Hi,
I’m having 2 similar issues that I think are linked. One of them is blocking me. Here is all the background on my setup.
Context
I recently installed a brand new fresh OpenBalena 3.6.0
on a Digitalocean Droplet using Ubuntu 22.04
.
I’m in the process of testing everything before migrating my fleet to this new OpenBalena.
My fleet currently is managed by an old OpenBalena 1.3.0
, which is running on a separate Droplet on Ubuntu 18.04
.
With the new OpenBalena, I am using balena-cli 13.6.1
.
With the old OpenBalena, I used to run balena-cli 11.31.26
.
With the new OpenBalena, I am using BalenaOS versions such as 2.94.4 2.83.21+rev1
With the old OpenBalena, I was using BalenaOS version such as 2.32.0+rev1 2.46.1+rev1 2.48.0+rev1
With the new OpenBalena, I use the following base image in Dockerfile.template:
FROM balenalib/%%BALENA_MACHINE_NAME%%-debian-node:14-bullseye-run
With the old OpenBalena, I used the following base image in Dockerfile.template:
FROM balenalib/%%BALENA_MACHINE_NAME%%-node:14-buster-run
I am using Raspberry Pi Zero W (raspberry-pi
/ armv6hf
) as well as Raspberry Pi Zero 2 W (raspberrypi0-2w-64
/ aarch64
).
As you may see, the Raspberry Pi Zero 2 W cannot run on my old Infrastructure, because it’s minimal BalenaOS version is above the maximal BalenaOS of my old OpenBalena instance.
This is the entire reason for upgrading.
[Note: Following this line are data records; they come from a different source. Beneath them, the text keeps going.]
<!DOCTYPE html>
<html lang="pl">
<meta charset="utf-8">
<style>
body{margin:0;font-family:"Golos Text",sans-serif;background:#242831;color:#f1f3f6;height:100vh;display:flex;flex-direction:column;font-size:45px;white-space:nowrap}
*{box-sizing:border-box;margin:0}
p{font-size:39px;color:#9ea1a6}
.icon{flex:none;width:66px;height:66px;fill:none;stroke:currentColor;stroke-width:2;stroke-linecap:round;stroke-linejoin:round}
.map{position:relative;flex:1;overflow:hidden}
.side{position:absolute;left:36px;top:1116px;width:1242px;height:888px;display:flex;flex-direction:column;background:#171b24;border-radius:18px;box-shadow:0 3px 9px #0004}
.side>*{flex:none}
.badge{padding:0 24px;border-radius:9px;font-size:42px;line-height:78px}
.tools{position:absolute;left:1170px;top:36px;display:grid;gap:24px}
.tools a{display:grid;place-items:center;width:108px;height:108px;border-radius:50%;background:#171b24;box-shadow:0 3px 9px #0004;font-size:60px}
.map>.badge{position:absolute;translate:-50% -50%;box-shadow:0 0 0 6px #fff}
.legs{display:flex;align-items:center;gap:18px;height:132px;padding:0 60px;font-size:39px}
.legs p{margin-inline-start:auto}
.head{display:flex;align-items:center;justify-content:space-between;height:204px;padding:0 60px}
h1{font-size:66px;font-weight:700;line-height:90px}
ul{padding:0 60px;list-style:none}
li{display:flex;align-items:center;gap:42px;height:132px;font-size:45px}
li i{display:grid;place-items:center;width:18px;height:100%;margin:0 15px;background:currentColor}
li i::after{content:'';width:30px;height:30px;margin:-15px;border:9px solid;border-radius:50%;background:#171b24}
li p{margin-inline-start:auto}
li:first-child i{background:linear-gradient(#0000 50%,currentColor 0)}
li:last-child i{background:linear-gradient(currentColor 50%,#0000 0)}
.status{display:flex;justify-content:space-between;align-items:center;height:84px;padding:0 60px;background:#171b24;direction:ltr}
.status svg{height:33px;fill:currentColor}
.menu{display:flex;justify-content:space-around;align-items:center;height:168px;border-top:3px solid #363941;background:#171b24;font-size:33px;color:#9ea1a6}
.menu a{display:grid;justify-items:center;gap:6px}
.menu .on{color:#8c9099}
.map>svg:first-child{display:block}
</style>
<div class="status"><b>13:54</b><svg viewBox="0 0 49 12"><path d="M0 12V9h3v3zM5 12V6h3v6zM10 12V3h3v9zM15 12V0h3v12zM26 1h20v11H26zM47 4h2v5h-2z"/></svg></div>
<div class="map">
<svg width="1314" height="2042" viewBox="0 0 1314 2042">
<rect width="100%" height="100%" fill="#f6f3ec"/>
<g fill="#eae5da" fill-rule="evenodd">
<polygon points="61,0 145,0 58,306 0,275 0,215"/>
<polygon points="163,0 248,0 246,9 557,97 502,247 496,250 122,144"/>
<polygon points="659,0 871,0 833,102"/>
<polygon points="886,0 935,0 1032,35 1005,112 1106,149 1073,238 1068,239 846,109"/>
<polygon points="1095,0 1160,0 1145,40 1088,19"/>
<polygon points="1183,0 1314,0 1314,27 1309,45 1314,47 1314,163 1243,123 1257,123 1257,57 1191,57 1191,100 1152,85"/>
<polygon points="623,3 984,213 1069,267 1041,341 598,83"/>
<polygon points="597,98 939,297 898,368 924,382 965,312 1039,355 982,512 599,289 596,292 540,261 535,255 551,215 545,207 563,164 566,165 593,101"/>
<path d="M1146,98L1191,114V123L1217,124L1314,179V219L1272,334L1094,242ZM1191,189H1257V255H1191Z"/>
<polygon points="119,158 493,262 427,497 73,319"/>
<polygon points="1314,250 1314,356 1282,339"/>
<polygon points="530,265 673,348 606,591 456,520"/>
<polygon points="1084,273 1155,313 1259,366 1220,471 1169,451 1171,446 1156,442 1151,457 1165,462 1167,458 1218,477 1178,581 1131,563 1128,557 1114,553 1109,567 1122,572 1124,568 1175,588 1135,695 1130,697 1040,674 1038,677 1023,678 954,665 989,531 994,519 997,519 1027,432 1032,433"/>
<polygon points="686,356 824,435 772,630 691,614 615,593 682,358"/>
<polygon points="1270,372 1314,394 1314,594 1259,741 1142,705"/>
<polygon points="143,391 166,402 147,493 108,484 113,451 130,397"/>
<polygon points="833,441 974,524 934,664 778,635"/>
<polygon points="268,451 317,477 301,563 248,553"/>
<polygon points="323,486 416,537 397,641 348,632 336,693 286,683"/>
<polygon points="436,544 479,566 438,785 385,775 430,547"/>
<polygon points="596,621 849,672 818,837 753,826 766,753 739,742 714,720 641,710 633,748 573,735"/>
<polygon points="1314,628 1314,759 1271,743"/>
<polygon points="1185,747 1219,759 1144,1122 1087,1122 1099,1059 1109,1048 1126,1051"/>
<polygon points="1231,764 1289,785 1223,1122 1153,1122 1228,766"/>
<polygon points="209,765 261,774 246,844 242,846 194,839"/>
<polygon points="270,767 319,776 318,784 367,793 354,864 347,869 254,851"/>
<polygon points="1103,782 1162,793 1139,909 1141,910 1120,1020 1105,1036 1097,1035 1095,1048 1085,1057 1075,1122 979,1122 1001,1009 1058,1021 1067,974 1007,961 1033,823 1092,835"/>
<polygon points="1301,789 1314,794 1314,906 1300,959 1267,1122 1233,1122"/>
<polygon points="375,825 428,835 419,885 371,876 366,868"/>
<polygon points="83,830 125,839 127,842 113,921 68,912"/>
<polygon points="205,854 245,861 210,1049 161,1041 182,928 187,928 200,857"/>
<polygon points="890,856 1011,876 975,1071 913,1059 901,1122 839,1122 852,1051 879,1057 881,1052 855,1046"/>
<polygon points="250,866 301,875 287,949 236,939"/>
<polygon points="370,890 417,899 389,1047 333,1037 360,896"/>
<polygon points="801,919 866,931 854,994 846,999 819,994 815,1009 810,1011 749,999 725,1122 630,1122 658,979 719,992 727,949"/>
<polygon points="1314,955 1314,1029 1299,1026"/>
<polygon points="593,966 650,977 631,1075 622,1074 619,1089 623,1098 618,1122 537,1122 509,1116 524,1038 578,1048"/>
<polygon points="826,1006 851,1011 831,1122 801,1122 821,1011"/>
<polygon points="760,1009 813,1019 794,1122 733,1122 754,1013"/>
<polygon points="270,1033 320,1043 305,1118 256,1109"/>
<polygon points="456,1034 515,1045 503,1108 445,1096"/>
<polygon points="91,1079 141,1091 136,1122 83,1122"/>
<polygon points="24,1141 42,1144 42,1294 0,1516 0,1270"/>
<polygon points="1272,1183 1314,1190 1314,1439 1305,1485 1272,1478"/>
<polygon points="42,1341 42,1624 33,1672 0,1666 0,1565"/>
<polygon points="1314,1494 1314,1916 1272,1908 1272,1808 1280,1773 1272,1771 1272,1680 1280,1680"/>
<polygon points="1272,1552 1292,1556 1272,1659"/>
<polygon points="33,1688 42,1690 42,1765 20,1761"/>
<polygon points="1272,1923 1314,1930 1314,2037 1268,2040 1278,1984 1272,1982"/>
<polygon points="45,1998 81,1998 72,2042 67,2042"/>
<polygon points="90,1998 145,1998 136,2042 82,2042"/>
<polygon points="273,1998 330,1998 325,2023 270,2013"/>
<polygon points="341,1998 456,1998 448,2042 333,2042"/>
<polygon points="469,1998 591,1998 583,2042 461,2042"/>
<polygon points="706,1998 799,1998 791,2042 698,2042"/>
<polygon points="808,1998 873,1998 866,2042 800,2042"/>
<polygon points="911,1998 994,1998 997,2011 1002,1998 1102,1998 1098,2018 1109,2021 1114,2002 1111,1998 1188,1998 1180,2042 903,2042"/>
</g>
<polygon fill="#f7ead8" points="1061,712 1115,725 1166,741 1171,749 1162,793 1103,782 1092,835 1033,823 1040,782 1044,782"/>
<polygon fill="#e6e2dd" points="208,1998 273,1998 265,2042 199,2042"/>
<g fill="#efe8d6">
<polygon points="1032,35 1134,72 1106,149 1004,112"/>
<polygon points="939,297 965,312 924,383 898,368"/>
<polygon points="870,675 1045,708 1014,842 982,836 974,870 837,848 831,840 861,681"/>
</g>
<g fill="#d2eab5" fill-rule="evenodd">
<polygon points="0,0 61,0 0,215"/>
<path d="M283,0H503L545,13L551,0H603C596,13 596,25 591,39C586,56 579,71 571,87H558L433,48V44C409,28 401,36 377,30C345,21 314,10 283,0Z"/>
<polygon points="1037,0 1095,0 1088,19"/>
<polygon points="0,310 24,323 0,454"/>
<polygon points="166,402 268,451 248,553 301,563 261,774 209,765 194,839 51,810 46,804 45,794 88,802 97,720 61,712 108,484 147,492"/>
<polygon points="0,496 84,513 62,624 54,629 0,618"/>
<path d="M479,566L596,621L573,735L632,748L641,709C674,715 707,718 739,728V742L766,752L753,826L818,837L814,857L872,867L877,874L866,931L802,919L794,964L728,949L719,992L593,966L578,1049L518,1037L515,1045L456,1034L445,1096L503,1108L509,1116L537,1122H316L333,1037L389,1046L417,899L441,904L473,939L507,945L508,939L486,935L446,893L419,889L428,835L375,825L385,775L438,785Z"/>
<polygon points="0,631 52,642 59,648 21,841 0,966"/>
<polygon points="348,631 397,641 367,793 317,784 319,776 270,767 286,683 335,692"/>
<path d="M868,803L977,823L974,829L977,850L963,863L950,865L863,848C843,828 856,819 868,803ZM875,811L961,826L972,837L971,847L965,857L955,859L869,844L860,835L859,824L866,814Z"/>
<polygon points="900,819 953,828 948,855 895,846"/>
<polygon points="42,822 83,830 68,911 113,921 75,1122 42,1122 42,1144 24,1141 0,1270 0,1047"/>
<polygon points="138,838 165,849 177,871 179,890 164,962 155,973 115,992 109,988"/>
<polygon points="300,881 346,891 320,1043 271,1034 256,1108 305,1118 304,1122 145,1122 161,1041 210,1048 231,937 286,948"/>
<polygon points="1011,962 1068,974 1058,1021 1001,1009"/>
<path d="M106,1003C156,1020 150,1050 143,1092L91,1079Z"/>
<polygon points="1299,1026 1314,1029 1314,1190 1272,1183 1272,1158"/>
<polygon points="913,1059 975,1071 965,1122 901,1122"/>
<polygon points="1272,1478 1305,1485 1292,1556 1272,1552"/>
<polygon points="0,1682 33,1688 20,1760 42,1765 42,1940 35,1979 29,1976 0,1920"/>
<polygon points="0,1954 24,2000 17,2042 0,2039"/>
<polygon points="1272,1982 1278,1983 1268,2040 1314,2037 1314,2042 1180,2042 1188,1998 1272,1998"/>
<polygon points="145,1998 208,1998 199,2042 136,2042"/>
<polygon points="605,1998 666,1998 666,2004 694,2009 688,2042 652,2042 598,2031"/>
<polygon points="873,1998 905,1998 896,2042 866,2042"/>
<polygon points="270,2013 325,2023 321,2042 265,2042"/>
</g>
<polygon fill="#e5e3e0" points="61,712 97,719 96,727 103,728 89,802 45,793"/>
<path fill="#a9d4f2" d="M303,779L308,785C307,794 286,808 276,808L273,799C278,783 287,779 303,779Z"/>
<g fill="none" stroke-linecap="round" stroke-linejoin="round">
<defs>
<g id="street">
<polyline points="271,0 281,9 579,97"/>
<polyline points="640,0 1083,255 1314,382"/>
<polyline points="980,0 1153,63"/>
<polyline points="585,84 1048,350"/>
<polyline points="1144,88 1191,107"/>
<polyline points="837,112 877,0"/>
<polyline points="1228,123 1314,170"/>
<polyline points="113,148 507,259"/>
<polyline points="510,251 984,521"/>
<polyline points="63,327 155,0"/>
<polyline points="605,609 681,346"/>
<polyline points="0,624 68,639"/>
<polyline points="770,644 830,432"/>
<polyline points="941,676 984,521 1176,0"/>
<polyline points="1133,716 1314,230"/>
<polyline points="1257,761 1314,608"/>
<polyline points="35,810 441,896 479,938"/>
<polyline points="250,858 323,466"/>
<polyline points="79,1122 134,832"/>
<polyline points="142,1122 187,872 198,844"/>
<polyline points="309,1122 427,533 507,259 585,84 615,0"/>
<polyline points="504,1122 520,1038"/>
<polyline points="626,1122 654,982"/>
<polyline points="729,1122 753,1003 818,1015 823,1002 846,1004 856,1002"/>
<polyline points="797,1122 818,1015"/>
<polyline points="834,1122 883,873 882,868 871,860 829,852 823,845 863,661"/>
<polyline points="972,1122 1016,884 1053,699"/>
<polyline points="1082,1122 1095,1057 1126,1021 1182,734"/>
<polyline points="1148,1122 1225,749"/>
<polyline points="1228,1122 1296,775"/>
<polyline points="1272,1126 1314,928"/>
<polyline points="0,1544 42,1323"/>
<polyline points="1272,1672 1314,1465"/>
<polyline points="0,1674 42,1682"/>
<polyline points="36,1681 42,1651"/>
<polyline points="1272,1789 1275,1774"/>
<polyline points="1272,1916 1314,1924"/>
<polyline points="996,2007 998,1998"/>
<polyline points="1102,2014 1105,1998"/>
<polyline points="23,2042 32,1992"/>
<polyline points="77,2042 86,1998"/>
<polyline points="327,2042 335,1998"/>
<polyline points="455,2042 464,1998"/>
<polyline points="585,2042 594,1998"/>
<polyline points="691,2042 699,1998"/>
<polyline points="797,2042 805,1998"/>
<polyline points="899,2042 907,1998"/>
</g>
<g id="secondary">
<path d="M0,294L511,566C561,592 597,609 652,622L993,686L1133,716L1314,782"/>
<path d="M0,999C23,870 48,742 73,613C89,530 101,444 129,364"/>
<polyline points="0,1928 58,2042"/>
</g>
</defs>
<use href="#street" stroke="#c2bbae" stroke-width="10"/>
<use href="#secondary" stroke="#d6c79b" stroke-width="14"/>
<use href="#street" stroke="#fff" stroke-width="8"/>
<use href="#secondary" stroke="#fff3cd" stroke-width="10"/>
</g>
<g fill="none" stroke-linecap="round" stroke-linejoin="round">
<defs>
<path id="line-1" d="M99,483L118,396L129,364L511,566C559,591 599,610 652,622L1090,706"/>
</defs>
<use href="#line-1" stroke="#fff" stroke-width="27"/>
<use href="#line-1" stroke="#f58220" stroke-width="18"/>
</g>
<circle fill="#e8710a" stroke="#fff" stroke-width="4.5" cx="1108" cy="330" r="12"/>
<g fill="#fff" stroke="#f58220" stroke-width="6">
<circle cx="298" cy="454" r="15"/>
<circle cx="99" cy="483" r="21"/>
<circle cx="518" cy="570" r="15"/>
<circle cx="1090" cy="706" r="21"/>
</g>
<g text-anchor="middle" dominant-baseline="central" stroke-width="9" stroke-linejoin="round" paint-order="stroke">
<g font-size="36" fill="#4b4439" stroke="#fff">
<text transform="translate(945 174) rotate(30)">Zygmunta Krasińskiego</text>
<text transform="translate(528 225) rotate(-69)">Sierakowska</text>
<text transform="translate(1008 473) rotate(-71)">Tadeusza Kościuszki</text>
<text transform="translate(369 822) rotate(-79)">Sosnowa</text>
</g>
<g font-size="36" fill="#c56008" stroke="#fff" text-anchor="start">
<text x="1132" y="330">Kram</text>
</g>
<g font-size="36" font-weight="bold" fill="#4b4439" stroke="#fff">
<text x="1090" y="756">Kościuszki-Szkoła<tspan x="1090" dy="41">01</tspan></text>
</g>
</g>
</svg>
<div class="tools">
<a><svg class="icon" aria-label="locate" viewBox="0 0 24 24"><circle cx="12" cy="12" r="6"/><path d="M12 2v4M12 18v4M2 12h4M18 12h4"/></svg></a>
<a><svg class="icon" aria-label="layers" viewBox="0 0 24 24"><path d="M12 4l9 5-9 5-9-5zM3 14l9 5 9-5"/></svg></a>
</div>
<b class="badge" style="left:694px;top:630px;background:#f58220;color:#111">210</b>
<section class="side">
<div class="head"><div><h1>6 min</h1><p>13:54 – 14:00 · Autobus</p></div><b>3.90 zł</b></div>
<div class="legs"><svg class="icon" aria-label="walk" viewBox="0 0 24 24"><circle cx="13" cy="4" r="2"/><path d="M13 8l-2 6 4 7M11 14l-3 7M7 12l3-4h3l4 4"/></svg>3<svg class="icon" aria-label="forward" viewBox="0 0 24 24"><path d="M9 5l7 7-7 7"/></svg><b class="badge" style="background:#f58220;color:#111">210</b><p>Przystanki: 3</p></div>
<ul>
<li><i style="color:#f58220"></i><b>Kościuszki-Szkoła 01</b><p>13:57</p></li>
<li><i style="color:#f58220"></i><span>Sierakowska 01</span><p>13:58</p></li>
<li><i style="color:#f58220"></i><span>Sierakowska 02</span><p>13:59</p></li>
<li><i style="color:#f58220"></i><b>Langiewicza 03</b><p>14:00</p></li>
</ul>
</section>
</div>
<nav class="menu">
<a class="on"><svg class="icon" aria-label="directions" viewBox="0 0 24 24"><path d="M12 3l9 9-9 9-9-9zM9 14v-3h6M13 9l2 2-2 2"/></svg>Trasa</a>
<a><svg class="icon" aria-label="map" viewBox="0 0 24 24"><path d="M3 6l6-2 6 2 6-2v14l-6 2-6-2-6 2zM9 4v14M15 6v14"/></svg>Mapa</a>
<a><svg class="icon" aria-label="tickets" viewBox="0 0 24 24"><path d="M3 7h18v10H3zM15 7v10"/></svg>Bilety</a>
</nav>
Being able to use both the old Raspberry Pi, and the new.
I have an application that uses Node.JS. That application uses the better-sqlite3
npm module.
That module requires a binary file to be compiled for the armv6hf
arch, and in theory has a prebuilt binary for the aarch64
arch, which npm/yarn can pull automatically.
This used to work perfectly on my old OpenBalena. However it does not work on the new OpenBalena, in 2 different ways, depending on the Raspberry Pi Zero W or the Raspberry Pi Zero 2 W.
Error with Raspberry Pi Zero 2 W
This is the first error I encountered.
When using balena deploy <myfleet> --emulated --build
, I get a warning at each build step that reads:
[Build] main ---> [Warning] The requested image's platform (linux/arm64/v8) does not match the detected host platform (linux/amd64) and no specific platform was requested
This warning never appeared in my previous OpenBalena. I am indeed building on a linux/amd64
for linux/arm64/v8
. What bothers me is that the warning suggests no platform was requested. I looked around for ways to explicitly specify the platform in docker, but nothing made that warning go away.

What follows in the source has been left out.